On August 4, 2017, Bryant was waived/injured by the Jets and placed on injured reserve. He was waived from IR on August 9, 2017.

===Cleveland Browns===
Bryant signed with the Cleveland Browns on August 9, 2019. He was waived on August 31, 2019 and was signed to the practice squad the next day. The Browns elevated Bryant to their active roster on November 22, 2019. He was waived on December 21, 2019 and re-signed to the practice squad. The Browns signed Bryant to their reserve/futures list on December 30, 2019. Bryant was waived by the Browns on May 8, 2020.

===Miami Dolphins===
Bryant was signed by the Miami Dolphins on August 12, 2020. He was placed on the reserve/COVID-19 list by the team on August 15, 2020, and activated the next day. He was waived on September 5, 2020.

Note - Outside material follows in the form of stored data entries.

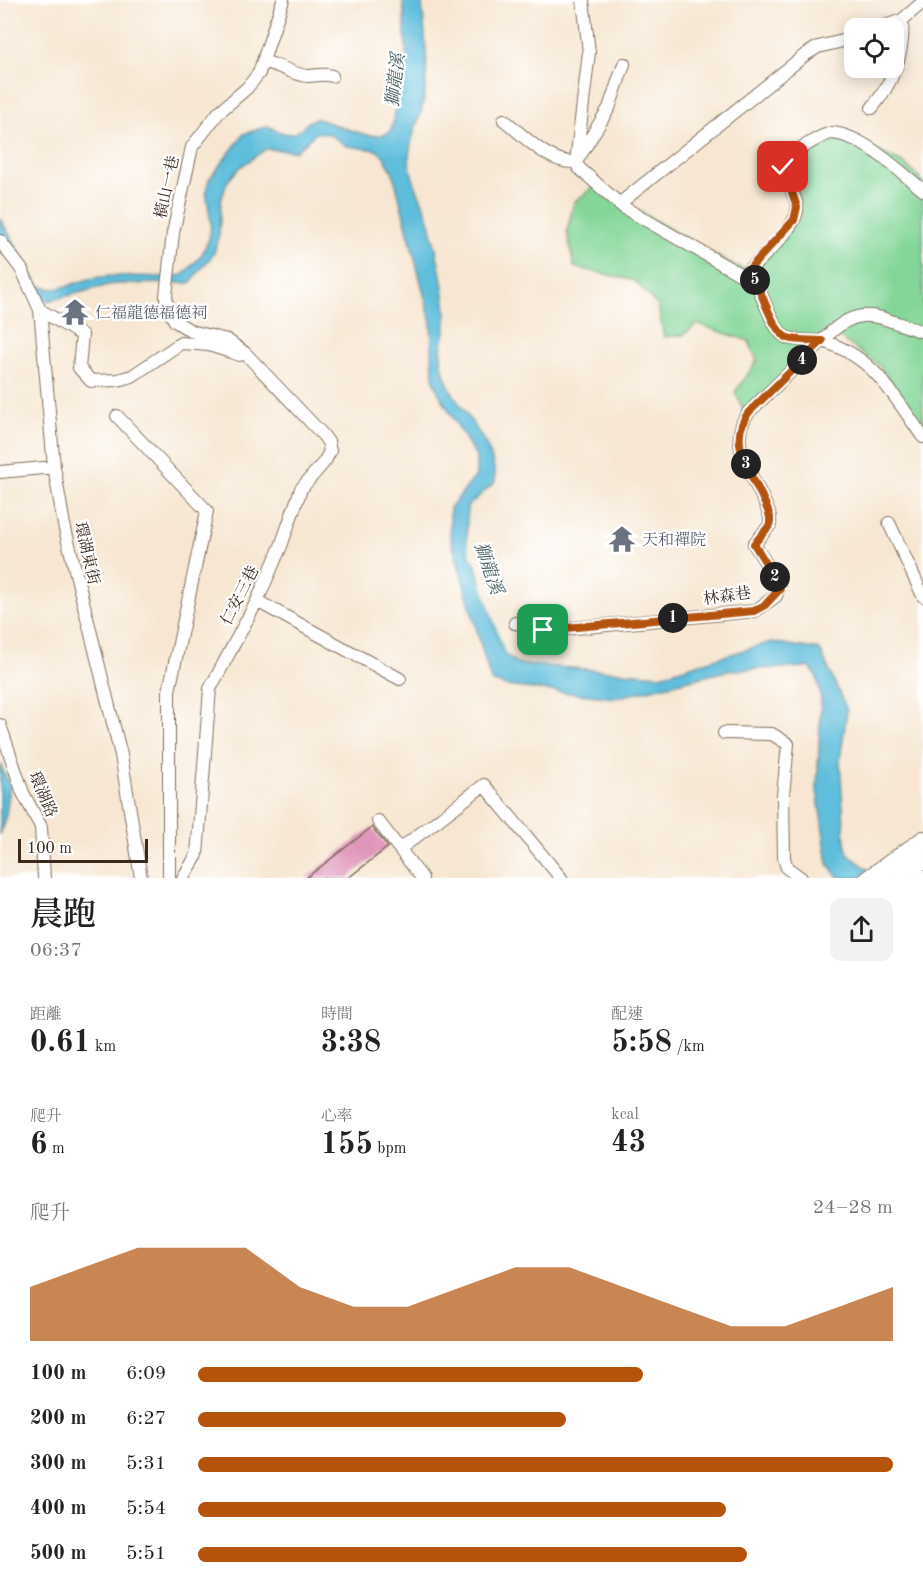 <!DOCTYPE html>
<html lang="zh-TW">
<meta charset="utf-8">
<style>
body{margin:0;font-family:"Old Standard TT","Noto Serif TC",serif;background:#f2f2f2;color:#222;height:100vh;display:flex;flex-direction:column;font-size:22px;white-space:nowrap}
*{box-sizing:border-box;margin:0}
p{font-size:20px;color:#767676}
.icon{flex:none;width:33px;height:33px;fill:none;stroke:currentColor;stroke-width:2;stroke-linecap:round;stroke-linejoin:round}
.map{position:relative;height:878px;overflow:hidden}
.sheet{display:flex;flex-direction:column;background:#fff;flex:1}
.sheet>*{flex:none}
.controls{position:absolute;left:844px;top:18px;display:grid;gap:12px}
.controls a{display:grid;place-items:center;width:60px;height:60px;border-radius:12px;background:#fff;box-shadow:0 3px 15px #0003;font-size:30px}
.scale{position:absolute;left:18px;bottom:15px;width:130px;box-sizing:border-box;padding-left:6px;border:3px solid #3b2a1e;border-top:0;font-size:16px;line-height:21px;white-space:nowrap;color:#3b2a1e;-webkit-text-stroke:4px #fff;paint-order:stroke}
.pin{position:absolute;display:grid;place-items:center;width:51px;height:51px;color:#fff;margin:-26px;border-radius:12px;box-shadow:0 3px 9px #0006}
.km{position:absolute;width:30px;height:30px;margin:-15px;border-radius:50%;background:#222;color:#fff;font-size:16px;line-height:30px;text-align:center}
.round{display:grid;place-items:center;flex:none;width:63px;height:63px;border-radius:12px;background:#f2f2f2}
.overview{display:flex;align-items:center;justify-content:space-between;height:102px;padding:0 30px}
h1{font-size:33px;font-weight:600;line-height:45px}
.figures{display:grid;grid-template-columns:repeat(3,1fr);gap:9px;height:102px;padding:6px 30px}
.figures div{display:grid;align-content:center}
.figures b{font-size:30px;font-weight:600}
.figures small{font-size:16px;font-weight:400}
.figures p{font-size:16px}
.chart{height:168px;padding:12px 30px}
.chart p{display:flex;justify-content:space-between}
.chart svg{width:100%;height:108px;margin-top:6px;fill:#b45309;opacity:.7}
ul{padding:0 30px;list-style:none;font-size:20px}
li{display:grid;grid-template-columns:96px 72px 1fr;align-items:center;height:45px}
li i{height:15px;border-radius:8px;background:#b45309}
.map>svg:first-child{display:block}
</style>
<div class="map">
<svg width="923" height="878" viewBox="0 0 923 878">
<rect width="100%" height="100%" fill="#fff"/>
<filter id="ink" filterUnits="userSpaceOnUse"><feTurbulence type="fractalNoise" baseFrequency=".0167" numOctaves="2"/><feDisplacementMap in="SourceGraphic" scale="12" xChannelSelector="R" yChannelSelector="G"/><feConvolveMatrix kernelMatrix="1 2 1 2 8 2 1 2 1" color-interpolation-filters="sRGB"/></filter>
<filter id="wash" filterUnits="userSpaceOnUse"><feTurbulence type="fractalNoise" baseFrequency=".008" numOctaves="4" result="noise"/><feDisplacementMap in="SourceGraphic" scale="24" xChannelSelector="R" yChannelSelector="G"/><feGaussianBlur stdDeviation="1.35" result="paint"/><feColorMatrix in="noise" values="0 0 0 0 0 0 0 0 0 0 0 0 0 0 0 0 0 1.4 0 .05"/><feComposite in="paint" operator="in"/></filter>
<g filter="url(#wash)">
<rect width="100%" height="100%" fill="#f7e7d2"/>
<!-- green -->
<path fill="#83d698" stroke="#5f805b" stroke-width="1.5" d="M 832,130 L 903,163 L 923,181 L 923,427 L 879,365 L 828,330 L 747,417 L 735,392 L 757,361 L 749,341 L 697,324 L 683,335 L 664,337 L 658,306 L 635,281 L 574,267 L 567,231 L 574,202 L 595,186 L 732,265 L 753,271 L 800,213 L 783,157 Z"/>
<!-- water -->
<path fill="#5ebedc" stroke="#4c747d" stroke-width="1.5" d="M 403,0 L 421,0 L 422,4 C 425,37 430,71 423,104 C 419,122 409,139 409,158 C 410,181 424,200 430,223 C 436,249 447,296 446,322 C 446,333 441,343 441,354 C 441,402 497,432 495,482 L 467,507 L 467,552 L 475,563 L 500,646 L 504,654 L 519,664 L 661,675 L 771,642 L 820,650 L 847,710 L 840,760 L 845,843 L 848,854 L 879,878 L 839,878 L 828,864 L 817,790 L 821,699 L 817,677 L 810,667 L 731,670 L 615,698 L 506,686 L 491,681 L 450,535 L 450,508 L 476,476 L 476,457 L 439,394 L 433,377 L 431,322 L 393,173 L 383,155 L 376,150 L 347,146 L 329,134 L 317,132 L 296,151 L 266,149 L 239,168 L 227,182 L 221,201 L 219,234 L 214,253 L 190,283 L 113,284 L 48,301 L 40,295 L 0,235 L 0,218 L 38,285 C 57,295 71,283 90,279 C 121,272 153,280 183,275 L 201,256 L 209,239 L 211,224 L 206,191 L 209,179 L 244,134 L 268,126 C 306,149 301,113 321,120 C 338,125 376,144 391,131 L 407,63 Z
M 0,764 L 10,786 L 6,815 L 0,835 Z"/>
<g fill="none" stroke-linecap="round" stroke-linejoin="round">
<!-- stream -->
<path stroke="#5ebedc" stroke-width="2" d="M 466,542 L 473,562
M 481,584 L 505,655"/>
</g>
<g id="blocks">
<!-- building -->
<path fill="#e095bb" d="M 372,827 L 388,847 L 348,878 L 306,878 Z"/>
</g>
</g>
<g filter="url(#ink)">
<use href="#blocks" fill-opacity="0" stroke="#7d6c5d" stroke-width="1.5"/>
<g fill="none" stroke-linecap="round" stroke-linejoin="round">
<defs>
<path id="minor" d="M 583,0 L 589,52 L 576,162 L 579,168 L 623,207 L 743,276 L 755,280 C 762,293 774,334 788,338 C 798,341 811,340 822,341 C 860,300 878,318 923,332
M 879,28 L 902,20 L 923,2
M 264,62 C 278,64 296,76 308,76 C 318,76 321,73 332,76
M 872,108 C 893,82 905,53 902,20
M 504,120 C 525,136 548,164 576,162 L 609,108 L 624,64
M 619,204 L 805,55 L 818,47 L 855,38
M 0,241 L 22,270 L 40,310 L 54,467 L 64,525 L 121,755 L 141,878
M 743,276 C 757,262 800,226 797,206 C 794,189 781,178 785,160 C 793,153 823,133 833,133 C 864,136 900,172 923,190
M 40,310 L 82,335 L 79,368 L 91,381 L 118,380 L 132,376 L 181,343 L 209,345 L 240,355
M 117,416 L 207,511 L 169,691 L 169,878
M 0,472 L 54,467
M 889,523 L 923,596
M 257,601 L 400,679
M 515,623 L 543,631 L 755,611 L 776,596 L 779,584 L 754,544 L 770,525 L 770,517 C 761,483 722,446 749,412 L 822,341 C 874,356 893,395 923,437
M 0,725 L 23,793 L 41,827 L 44,878
M 724,733 L 772,734 L 788,744 L 783,795 L 784,858 L 787,868 L 801,878
M 378,821 L 422,878
M 400,849 L 484,785 L 561,878
M 183,878 L 197,855 L 210,689 L 257,601 L 281,546 L 301,489 L 325,461 L 330,451 L 328,442 L 323,435 L 245,353 L 227,340 L 191,331 L 175,321 L 167,307 L 166,296 L 173,233 L 192,147 L 219,112 L 247,88 L 259,73 L 283,0
M 865,878 L 923,837
M 921,878 L 923,877"/>
<path id="major" d="M 883,878 L 923,848
M 902,878 L 923,862"/>
</defs>
<!-- minor casing -->
<use href="#minor" stroke="#7d6c5d" stroke-width="14"/>
<!-- major casing -->
<use href="#major" stroke="#7d6c5d" stroke-width="17"/>
<!-- minor -->
<use href="#minor" stroke="#fff" stroke-width="12"/>
<!-- major -->
<use href="#major" stroke="#fff" stroke-width="15"/>
</g>
</g>
<g fill="none" stroke-linecap="round" stroke-linejoin="round" filter="url(#ink)">
<defs>
<path id="route" d="M 543,630 L 754,611 L 765,605 L 780,589 L 779,584 L 754,544 L 770,525 L 770,517 C 761,483 722,446 749,412 L 822,341 C 811,340 798,341 788,338 C 774,334 762,293 755,280 L 743,276 L 794,220 L 797,207 L 783,167"/>
</defs>
<!-- route casing -->
<use href="#route" stroke="#fff" stroke-width="12"/>
<!-- route -->
<use href="#route" stroke="#b45309" stroke-width="8"/>
</g>
<!-- icons -->
<defs>
<symbol id="temple-bare" viewBox="-9 -9 18 18"><path d="M0-6L5-2H3V0L6.5 2.5H4V6H1.5V3h-3V6H-4V2.5H-6.5L-3 0V-2H-5Z" fill="#6b7280" stroke="#fff" stroke-width="2.5" paint-order="stroke"/></symbol>
</defs>
<g fill-rule="evenodd">
<use href="#temple-bare" x="56" y="293" width="38" height="38"/>
<use href="#temple-bare" x="603" y="520" width="38" height="38"/>
</g>
<g text-anchor="middle" stroke-width="4.5" stroke-linejoin="round" paint-order="stroke">
<!-- street labels -->
<g font-size="16" fill="#3b2a1e" stroke="#fff">
<text transform="translate(166 187) rotate(-78)" y="6">橫山一巷</text>
<text transform="translate(88 553) rotate(77)" y="6">環湖東街</text>
<text transform="translate(239 595) rotate(-63)" y="6">仁安三巷</text>
<text transform="translate(727 595) rotate(-8)" y="6">林森巷</text>
<text transform="translate(44 794) rotate(67)" y="6">環湖路</text>
</g>
<!-- worship labels -->
<g font-size="16" fill="#5b616d" stroke="#fff" text-anchor="start">
<text x="95" y="318">仁福龍德福德祠</text>
<text x="642" y="545">天和禪院</text>
</g>
<!-- water labels -->
<g font-size="18" font-style="italic" fill="#475e60" stroke="#fff">
<text transform="translate(395 80) rotate(-83)" y="6">獅龍溪</text>
<text transform="translate(489 568) rotate(71)" y="6">獅龍溪</text>
</g>
</g>
</svg>
<div class="controls">
<a><svg class="icon" aria-label="locate" viewBox="0 0 24 24"><circle cx="12" cy="12" r="6"/><path d="M12 2v4M12 18v4M2 12h4M18 12h4"/></svg></a>
</div>
<div class="scale">100 m</div>
<div class="pin" style="left:543px;top:630px;background:#1e9e55"><svg class="icon" aria-label="arrive" viewBox="0 0 24 24"><path d="M6 21V4h12l-3 4 3 4H6"/></svg></div>
<div class="pin" style="left:783px;top:167px;background:#d93025"><svg class="icon" aria-label="check" viewBox="0 0 24 24"><path d="M5 12l5 5 9-10"/></svg></div>
<b class="km" style="left:673px;top:618px">1</b>
<b class="km" style="left:775px;top:577px">2</b>
<b class="km" style="left:746px;top:464px">3</b>
<b class="km" style="left:802px;top:360px">4</b>
<b class="km" style="left:755px;top:280px">5</b>
</div>
<section class="sheet">
<div class="overview"><div><h1>晨跑</h1><p>06:37</p></div><a class="round"><svg class="icon" aria-label="share" viewBox="0 0 24 24"><path d="M12 15V3M7 8l5-5 5 5M5 13v7h14v-7"/></svg></a></div>
<div class="figures">
<div><p>距離</p><b>0.61<small> km</small></b></div>
<div><p>時間</p><b>3:38</b></div>
<div><p>配速</p><b>5:58<small> /km</small></b></div>
</div>
<div class="figures">
<div><p>爬升</p><b>6<small> m</small></b></div>
<div><p>心率</p><b>155<small> bpm</small></b></div>
<div><p>kcal</p><b>43</b></div>
</div>
<div class="chart"><p><span>爬升</span>24–28 m</p>
<svg viewBox="0 0 160 44" preserveAspectRatio="none"><path d="M0 44V22L10 14L20 6L30 6L40 6L50 22L60 30L70 30L80 22L90 14L100 14L110 22L120 30L130 38L140 38L150 30L160 22V44z"/></svg>
</div>
<ul>
<li><b>100 m</b>6:09<i style="width:64%"></i></li>
<li><b>200 m</b>6:27<i style="width:53%"></i></li>
<li><b>300 m</b>5:31<i style="width:100%"></i></li>
<li><b>400 m</b>5:54<i style="width:76%"></i></li>
<li><b>500 m</b>5:51<i style="width:79%"></i></li>
</ul>
</section>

===Buffalo Bills (first stint)===
On September 17, 2020, Bryant was signed to the Buffalo Bills practice squad. He was elevated to the active roster on October 31 for the team's week 8 game against the New England Patriots, and reverted to the practice squad after the game. On January 26, 2021, Bryant signed a reserves/futures contract with the Bills. He was waived on August 31, 2021 and re-signed to the practice squad the next day.

After the Bills were eliminated in the Divisional Round of the 2021 playoffs, Bryant signed a reserve/future contract on January 24, 2022.

On August 30, 2022, Bryant was waived by the Bills and signed to the practice squad the next day. He was promoted to the active roster on September 24. He was released on November 1.

===Houston Texans===
On November 7, 2022, Bryant was signed to the Houston Texans practice squad. He was released on December 12.

===Buffalo Bills (second stint)===
On December 13, 2022, the Buffalo Bills signed Bryant to the 53-man roster. On December 19 he was released. On December 21, he was re-signed to the practice squad. He signed a reserve/future contract on January 23, 2023. He was released on June 1, 2023.

===New York Giants===
On July 24, 2023, the New York Giants signed Bryant. He was released on August 27.